Leichtathletik

Junker Torben. Porträt jiDas hatte sich der deutsche 400-Meter-Hallenmeister Torben Junker (LG Olympia) anders vorgestellt. Als in Berlin die Finalisten des Langsprints ihre Startblöcke einbauten, verfolgte er das Geschehen zusammen mit Christina Honsel und den übrigen LGOern von der Tribüne aus. Das tat weh, denn eigentlich hätte er ebenfalls auf der Bahn stehen wollen, und davon gab es zuvor keinen Zweifel.

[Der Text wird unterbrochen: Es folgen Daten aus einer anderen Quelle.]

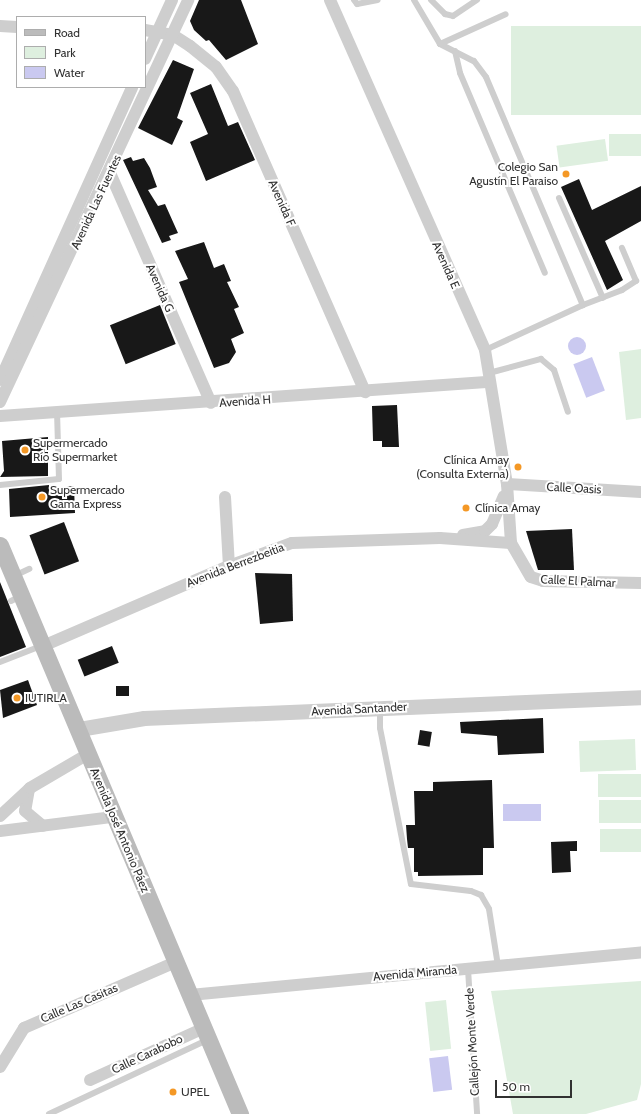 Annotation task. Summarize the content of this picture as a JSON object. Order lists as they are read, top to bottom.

„Aber durch meine duale Karriere bin ich in diesem Jahr einfach an meine Grenzen gestoßen. Ich konnte nie richtig regenerieren und das mündete dann in eine schwere Verletzung“, sucht er eine Erklärung für seine Verletzung. Als er aus Japan zurückkam, musste er durch Personalengpässe deutlich mehr arbeiten als sonst. Teilweise saß er über 50 Stunden in der Woche an seinem Schreibtisch.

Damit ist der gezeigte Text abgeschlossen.